A call of "Pizza?" indicates that the caller felt the language in a
post was becoming inflammatory. Note that pizza is not to be
called on a *subject* preemptively--the actual language being used
must be getting heated, or loaded so that a heated exchange seems
likely, or headed flameward. A post which includes a pizza call
should be so noted in the subject line, in addition to the current subject.

If three people call  for pizza on a thread, list discussion of it should
cease immediately.  (Remember, however, that e-mail arrives erratically
and some people read the list in digest format, so a few posts may arrive
after three calls for pizza are made.)

If you feel that your comments were not, in fact, headed into a
sensitive area, it is recommended that you discuss this OFF-LIST
with the people who called pizza.  If they agree the topic may be
re-introduced to the list.

2. What does ObBujold mean?

This phrase migrated from Usenet and from other mailing lists.  
ObBujold means an "Obligatory Bujold" reference, in an attempt to 
bring an off-topic thread back into the fold.

3. What does WLW mean?

WLW stands for Write, Lois, Write.  This mantra was coined to 
encourage Lois to continue writing her "Next Thing".

4. What are some other abbreviations used on the list?

Some are abbreviations of titles of Bujold's books:
DD  = Dreamweaver's Dillemma
SoH = Shards of Honor
TWA = The Warrior's Apprentice
BoI = Borders of Infinity
EoA = Ethan of Athos
ACC = A Civil Campaign
CoC = Curse of Chalion
PoS = Paladin of Souls
HH = The Hallowed Hunt
TSK = The Sharing Knife
TSK:B = The Sharing Knife: Beguilement

LMB is a common shorthand for Lois McMaster Bujold.

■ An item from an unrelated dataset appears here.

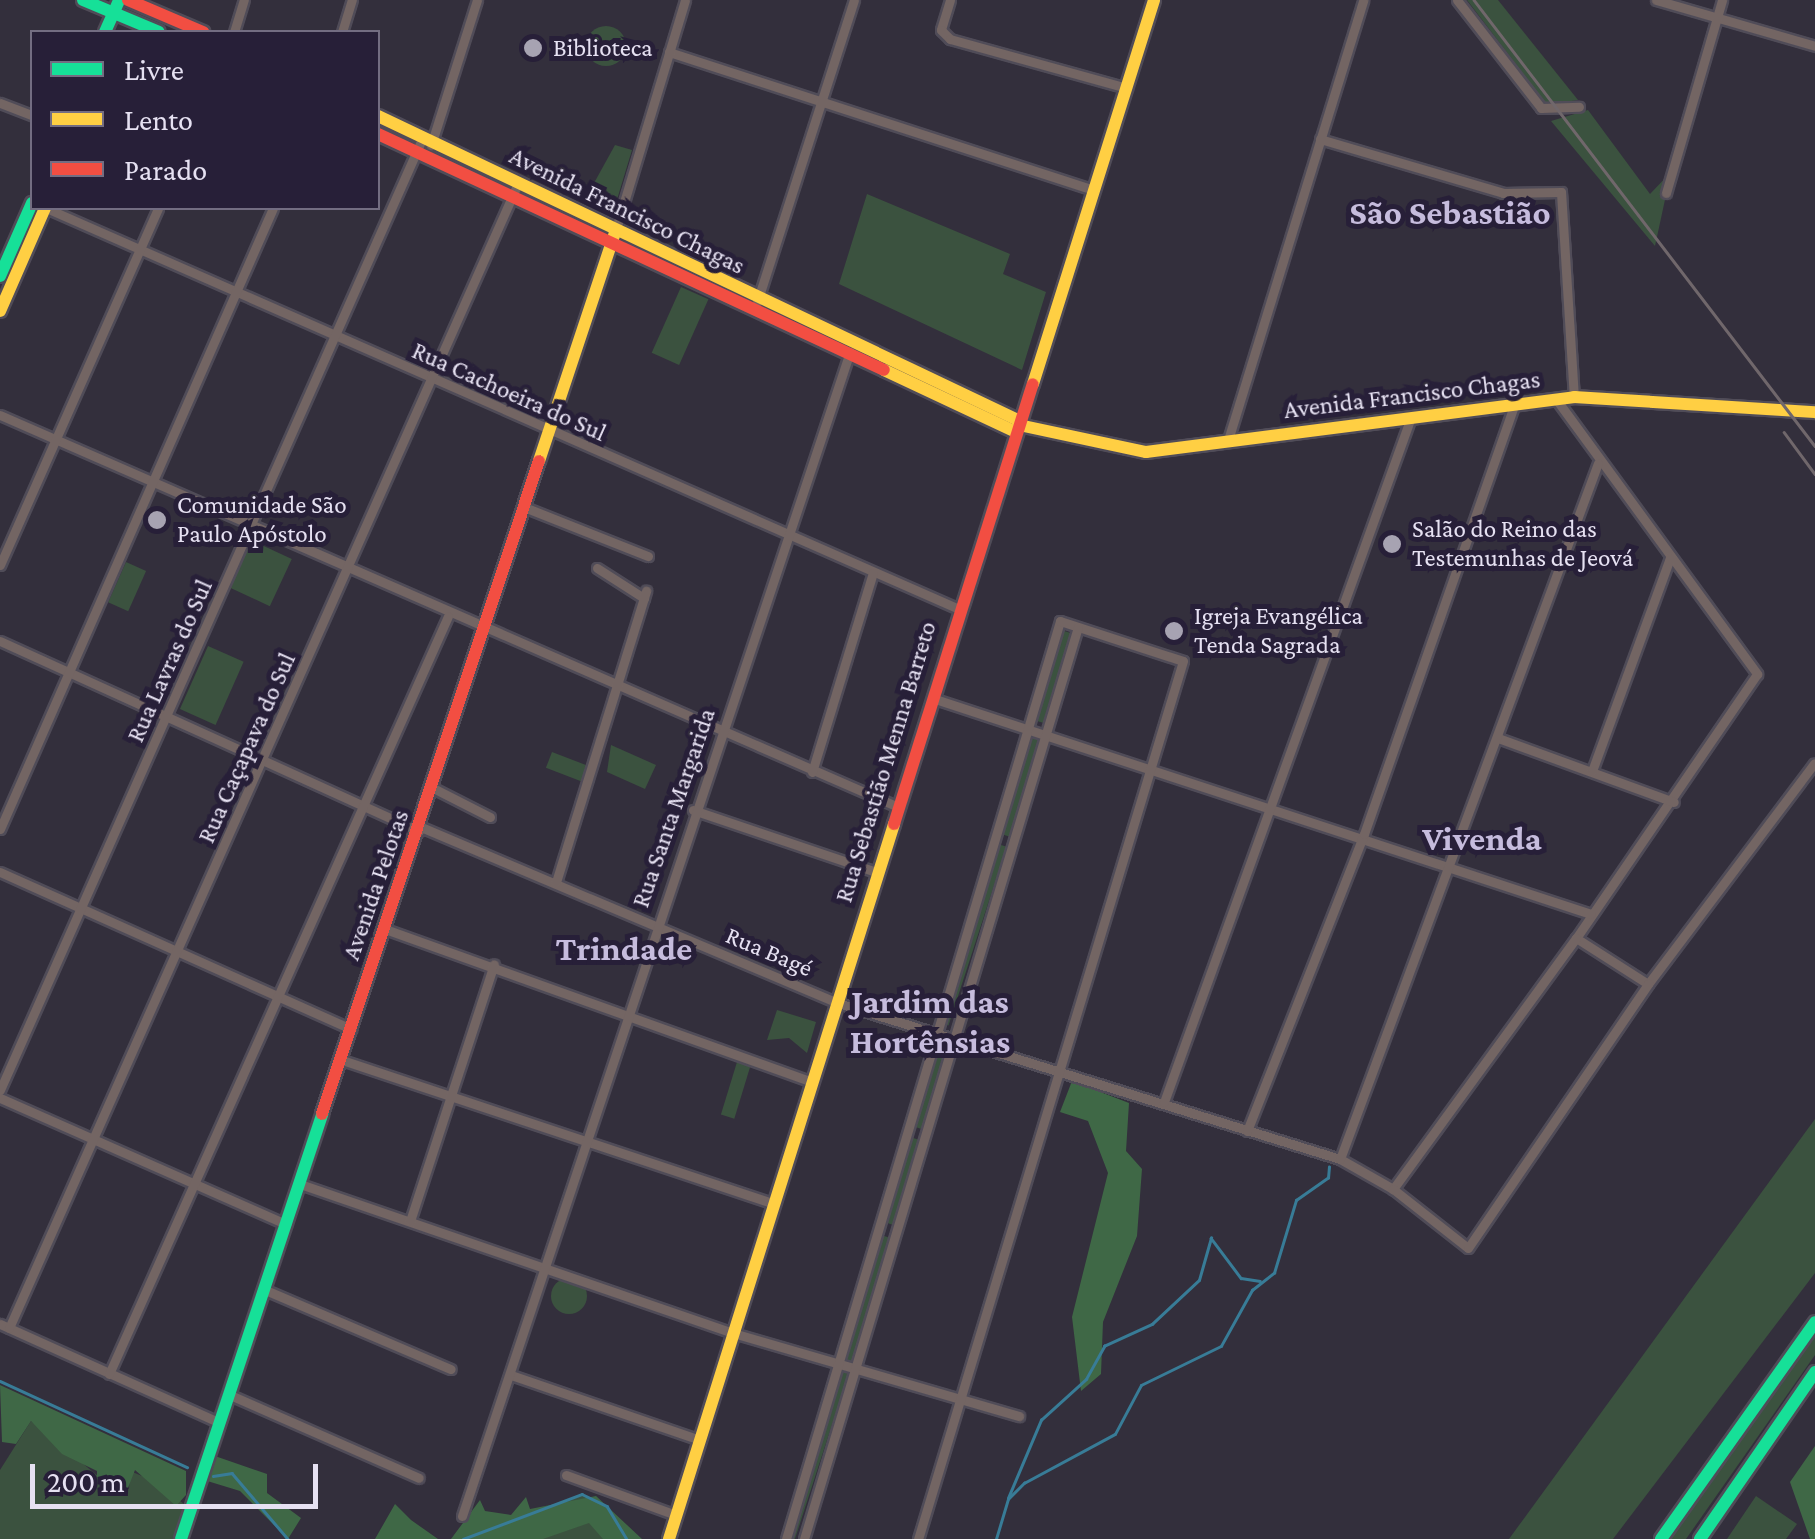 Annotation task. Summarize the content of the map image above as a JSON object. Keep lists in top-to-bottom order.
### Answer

Most of the remaining acronyms are Netspeak, such as
LOL  =  Laughing Out Loud
OTOH =  On The Other Hand
IIRC =  If I Recall Correctly
FAQ  =  Frequently Asked Question
AFAIK = As Far As I Know
ROTFL = Rolling On The Floor Laughing
ROTFLOLASTC = Rolling On The Floor Laughing Out Loud And 
              Scaring The Cats.

A ridiculously over-complete list of Netspeak acronyms may be 
found at http://members.aol.com/nigthomas/alphabet.html

5.  Why do people substitute * for the vowels in certain words?

Several list members receive list messages through servers that 
run "nannyware"--software which filters out messages that contain 
certain forbidden words.  Substituting * for the vowels in curse 
words or anything likely to trigger such nannyware will allow 
your messages to get through.  Other means of disguising such 
words (such as spelling them backwards, as "dratsab") will also 
work, as long as listees can figure out the intended word.

Other terms might not trigger nannyware, but might be picked up 
in Internet searches and lead trollers to the list.  G*n c*ntr*l
and ab*rt**n are most commonly disguised.

Finally, in a long-standing list joke that originated in a 
somewhat heated discussion on the relative merits of Bujold's 
characters and David Weber's Honor Harrington novels, some 
listees commonly write "D*v*d W*b*r" and "H*n*r H*rr*ngt*n".

6. What does FILK: mean?

Filk is folk music on science fiction topics.  A FILK: tag on a 
message to the lois-bujold list gives fair warning that the 
message contains Filk, so that list members can avoid it or seek 
it out as desired.  If a filk song is written to the tune of an 
existing song, a "TTTO" note ("to the tune of") is appreciated.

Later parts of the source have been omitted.